State Rep. La Shawn K. Ford. | Provided

During a Cannabis Equity virtual town hall held July 8, State Rep. La Shawn Ford (D-8th) and Ald. Gilbert Villegas (36th), Mayor Lori Lightfoot’s former Chicago City Council floor leader, touted some progress on proposed legislation that would give minority business owners more opportunities to get cannabis dispensary licenses while emphasizing that they still have a lot of work to do to address the current disparities.

Since the sale and cultivation of recreational cannabis has been legalized in Illinois, the licenses have been snapped up by white-owned businesses. Several Black and Hispanic community leaders, including Ford, complained that the situation was unfair to minority communities disproportionately impacted by the War on Drugs. 

Ford and Villegas held the virtual town hall to discuss where the legislation currently stands and to give their constituents the opportunity to ask questions. Ford touted a bill that could give minority-owned businesses more opportunities to get dispensary licenses, while Villegas mentioned an ordinance that would lift the existing caps on the number of licenses. 

Both lawmakers agreed that, with conventional funding sources cut off, the state and the city should do more to help minority-owned dispensaries get off the ground. 

On May 22, the Illinois General Assembly passed House Bill 1443, which would increase the number of cannabis dispensary licenses available during the first round of the lottery from 75 to 175. 

At least 50 of those licenses must go to “social equity applicants,” or companies that are at least 51 percent owned by individuals who either were arrested for marijuana-related offenses before cannabis was legalized or live in “disproportionately impacted areas.” 

These areas are census tracts with high rates of poverty or high rates of marijuana-related arrests and convictions. Nothing in the bill explicitly requires the social equity applicants to be Black or Hispanic. 

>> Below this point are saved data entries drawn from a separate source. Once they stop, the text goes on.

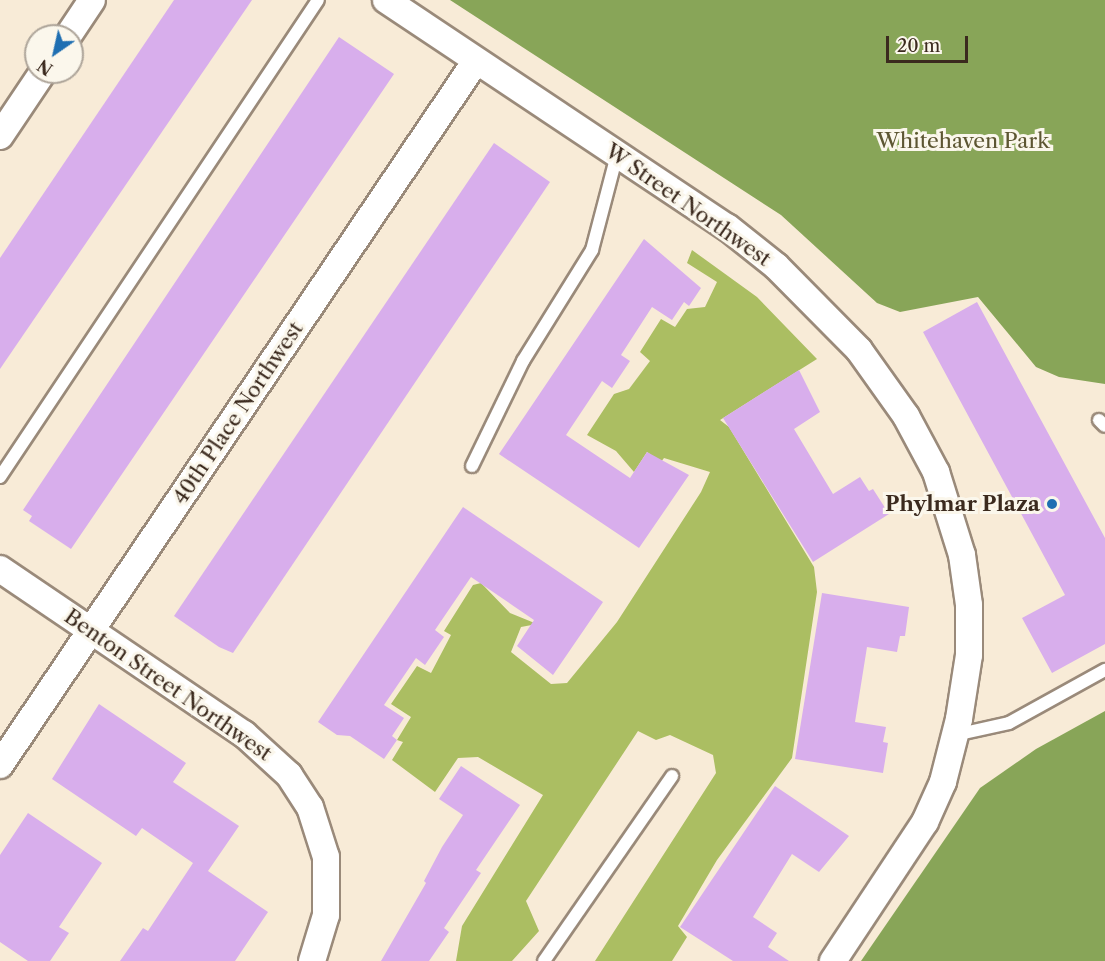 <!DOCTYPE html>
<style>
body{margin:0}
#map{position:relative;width:1105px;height:961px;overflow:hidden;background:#f8ebd7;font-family:"Libre Caslon Text",serif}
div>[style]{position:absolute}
.green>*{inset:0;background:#abbe62}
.forest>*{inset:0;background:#88a558}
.building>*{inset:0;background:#d8aeec}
.roads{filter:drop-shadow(2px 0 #9a8a7a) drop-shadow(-2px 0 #9a8a7a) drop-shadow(0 2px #9a8a7a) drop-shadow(0 -2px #9a8a7a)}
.service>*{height:12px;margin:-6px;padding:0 6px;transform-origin:6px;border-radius:6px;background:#fff}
.minor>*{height:26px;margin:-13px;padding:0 13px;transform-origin:13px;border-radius:13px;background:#fff}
.dots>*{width:16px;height:16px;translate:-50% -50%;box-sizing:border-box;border:3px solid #fbf7ec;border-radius:50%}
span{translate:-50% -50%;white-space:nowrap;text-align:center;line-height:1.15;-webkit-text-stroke:6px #fbf7ec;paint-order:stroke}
.park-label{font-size:21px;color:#5d5632}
.street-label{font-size:21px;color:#3b2a1e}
.poi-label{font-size:21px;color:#3b2a1e;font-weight:700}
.right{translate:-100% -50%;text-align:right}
.north{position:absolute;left:24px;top:24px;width:60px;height:60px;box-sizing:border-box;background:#fbf7ec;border:2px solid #aea59a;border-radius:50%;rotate:214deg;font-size:16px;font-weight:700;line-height:24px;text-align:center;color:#3b2a1e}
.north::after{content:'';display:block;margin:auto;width:21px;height:27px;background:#1f6fb2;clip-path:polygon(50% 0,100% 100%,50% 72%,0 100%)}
.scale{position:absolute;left:886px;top:36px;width:82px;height:27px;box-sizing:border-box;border:3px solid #3b2a1e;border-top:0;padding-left:8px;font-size:18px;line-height:21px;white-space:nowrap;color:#3b2a1e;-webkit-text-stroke:4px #fbf7ec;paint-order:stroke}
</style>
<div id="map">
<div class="green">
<div style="clip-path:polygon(692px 250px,757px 297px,817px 359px,720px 420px,729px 427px,814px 567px,817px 592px,792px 758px,717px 860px,678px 926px,687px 937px,672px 961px,595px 961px,716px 773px,713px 755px,670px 735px,656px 740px,638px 731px,526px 901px,539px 931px,512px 961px,456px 961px,462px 926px,543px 795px,478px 757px,458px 758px,435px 792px,392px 760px,403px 742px,397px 740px,411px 717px,391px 704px,417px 666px,431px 673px,451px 635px,444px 631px,473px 585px,481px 583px,510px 613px,537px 624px,521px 627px,511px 652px,551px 684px,567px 683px,617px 622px,701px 492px,710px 472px,664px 458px,661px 462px,647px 452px,634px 472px,616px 451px,587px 435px,614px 394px,629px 389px,650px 361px,640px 352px,661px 319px,675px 327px,687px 309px,705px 307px,717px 282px,687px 263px)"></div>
</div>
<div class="forest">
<div style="clip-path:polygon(450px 0,1105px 0,1105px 384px,1059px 377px,1036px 367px,978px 297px,900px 312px,877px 303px,781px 215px)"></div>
<div style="clip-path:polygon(1105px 711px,1105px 961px,861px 961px,980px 788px,1036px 749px)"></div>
</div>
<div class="building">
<div style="clip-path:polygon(174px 0,252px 0,0 369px,0 258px)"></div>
<div style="clip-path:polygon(339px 37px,394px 74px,71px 549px,29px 521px,32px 516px,23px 510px)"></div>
<div style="clip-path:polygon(494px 143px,550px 182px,233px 653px,219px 647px,174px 616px)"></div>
<div style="clip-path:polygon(644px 239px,701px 288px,689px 306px,684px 302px,672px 320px,652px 307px,621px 355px,630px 361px,612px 388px,602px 381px,566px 435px,630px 478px,647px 452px,689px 475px,639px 548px,499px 454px)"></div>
<div style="clip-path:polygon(977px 302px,1105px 538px,1105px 644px,1052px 673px,1022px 618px,1065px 595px,923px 332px)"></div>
<div style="clip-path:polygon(799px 370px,820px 412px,794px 429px,833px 494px,860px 477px,869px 491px,873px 489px,889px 514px,813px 562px,723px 418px)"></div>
<div style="clip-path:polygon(463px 507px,603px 602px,553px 675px,517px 646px,534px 620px,471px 577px,435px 630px,444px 637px,425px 665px,416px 658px,384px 705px,404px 718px,392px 736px,397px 740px,384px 759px,350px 736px,337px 735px,318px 722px)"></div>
<div style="clip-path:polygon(822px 593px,909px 607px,905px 636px,900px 636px,897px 652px,867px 647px,855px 722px,886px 727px,883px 742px,888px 743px,883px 773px,795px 759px)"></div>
<div style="clip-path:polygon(99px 704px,186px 763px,173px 782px,239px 826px,208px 871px,268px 912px,235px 961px,120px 961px,143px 928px,148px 931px,193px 863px,142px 828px,136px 836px,52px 779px)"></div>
<div style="clip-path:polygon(461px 766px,520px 805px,476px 870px,481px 873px,444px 928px,449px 932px,429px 961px,381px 961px,426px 883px,424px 881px,442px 847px,463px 815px,439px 799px)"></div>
<div style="clip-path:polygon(775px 786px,849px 836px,819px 872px,792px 854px,753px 917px,777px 933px,768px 947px,789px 961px,733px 961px,680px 927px)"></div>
<div style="clip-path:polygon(28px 813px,102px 863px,59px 927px,69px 933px,50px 961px,28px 961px,0 942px,0 855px)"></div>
</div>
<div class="roads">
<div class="service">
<div style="left:1099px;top:420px;width:8px;rotate:45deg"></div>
<div style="left:472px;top:466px;width:117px;rotate:-64.1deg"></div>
<div style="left:523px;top:361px;width:131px;rotate:-58.1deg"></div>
<div style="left:592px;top:250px;width:98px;rotate:-75.3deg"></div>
<div style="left:0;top:477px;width:573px;rotate:-56.31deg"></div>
<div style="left:955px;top:735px;width:55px;rotate:-12.5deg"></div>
<div style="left:1009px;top:723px;width:110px;rotate:-28.9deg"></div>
<div style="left:544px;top:961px;width:225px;rotate:-55.3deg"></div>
</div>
<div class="minor">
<div style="left:386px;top:0;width:410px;rotate:33.7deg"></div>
<div style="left:727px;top:227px;width:63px;rotate:38.5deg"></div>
<div style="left:776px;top:266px;width:118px;rotate:45.3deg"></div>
<div style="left:859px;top:350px;width:81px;rotate:54.5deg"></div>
<div style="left:906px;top:416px;width:64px;rotate:61.8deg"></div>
<div style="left:936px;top:472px;width:87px;rotate:72.6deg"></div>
<div style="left:962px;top:555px;width:50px;rotate:82deg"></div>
<div style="left:969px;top:605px;width:50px;rotate:90deg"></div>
<div style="left:969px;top:655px;width:65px;rotate:98.9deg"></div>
<div style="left:959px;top:719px;width:65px;rotate:104.3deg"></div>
<div style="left:943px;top:782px;width:44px;rotate:114.2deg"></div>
<div style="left:925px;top:822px;width:167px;rotate:123.5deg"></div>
<div style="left:68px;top:36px;width:43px;rotate:-56.3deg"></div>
<div style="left:0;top:136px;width:77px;rotate:-56.1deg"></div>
<div style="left:0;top:569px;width:295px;rotate:34.1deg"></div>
<div style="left:244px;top:734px;width:61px;rotate:42.3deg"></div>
<div style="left:289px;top:775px;width:38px;rotate:57deg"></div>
<div style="left:310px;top:807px;width:52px;rotate:72.3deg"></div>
<div style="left:326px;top:857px;width:58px;rotate:90deg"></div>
<div style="left:326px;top:915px;width:48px;rotate:106.9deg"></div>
<div style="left:0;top:765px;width:850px;rotate:-55.94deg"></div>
</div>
</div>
<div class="dots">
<div style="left:1052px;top:504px;background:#1f6fb2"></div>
</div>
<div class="park-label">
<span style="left:963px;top:141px">Whitehaven Park</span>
</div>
<div class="street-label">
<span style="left:688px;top:205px;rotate:35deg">W Street Northwest</span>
<span style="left:238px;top:413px;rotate:-56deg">40th Place Northwest</span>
<span style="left:168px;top:685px;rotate:35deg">Benton Street Northwest</span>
</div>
<div class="poi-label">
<span class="right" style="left:1040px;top:504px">Phylmar Plaza</span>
</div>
<div class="north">N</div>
<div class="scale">20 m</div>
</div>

The legislation also gives social equity applicants a better chance to get a license in a lottery and requires that at least 50 new dispensary licenses be issued by Dec. 21, 2022. The bill is currently waiting for Gov. J.B. Pritzker’s signature. 

During the July 8 forum, Ford touted the bill as a major step forward, saying that he “got that commitment from the administration” that it will be signed.

“We need to have a better shot to make sure that the cannabis industry is more diverse,” he said. “I am convinced that now Illinois is in a better situation to have a more diverse [cannabis] industry.”

During a City Council meeting on June 25, Villegas introduced an ordinance that would increase the number of dispensaries owned by the people of color. Under the current zoning regulations, the city is divided into seven “cannabis districts,” with the number of dispensaries in each district capped at 14, while banning dispensaries in the Loop.  

This was set up to ensure that dispensaries are spread equally in all parts of Chicago, but Villegas argued not only did it not make the industry more equitable, but it drove some applicants away from the city.

“Currently, there are 19 licensed adult-use dispensaries, none of which are owned by people of color,” he said. “Sixteen are located in just four cannabis zones. [Several] opted out of Chicago and decided to locate in the suburbs or an adjacent county.”

Ford and Villegas agreed that one of the major obstacles for minority applicants has been financing, especially since banks don’t lend to businesses in an industry that’s still illegal under federal law. Ford said he would be in favor of using state funds to issue loans.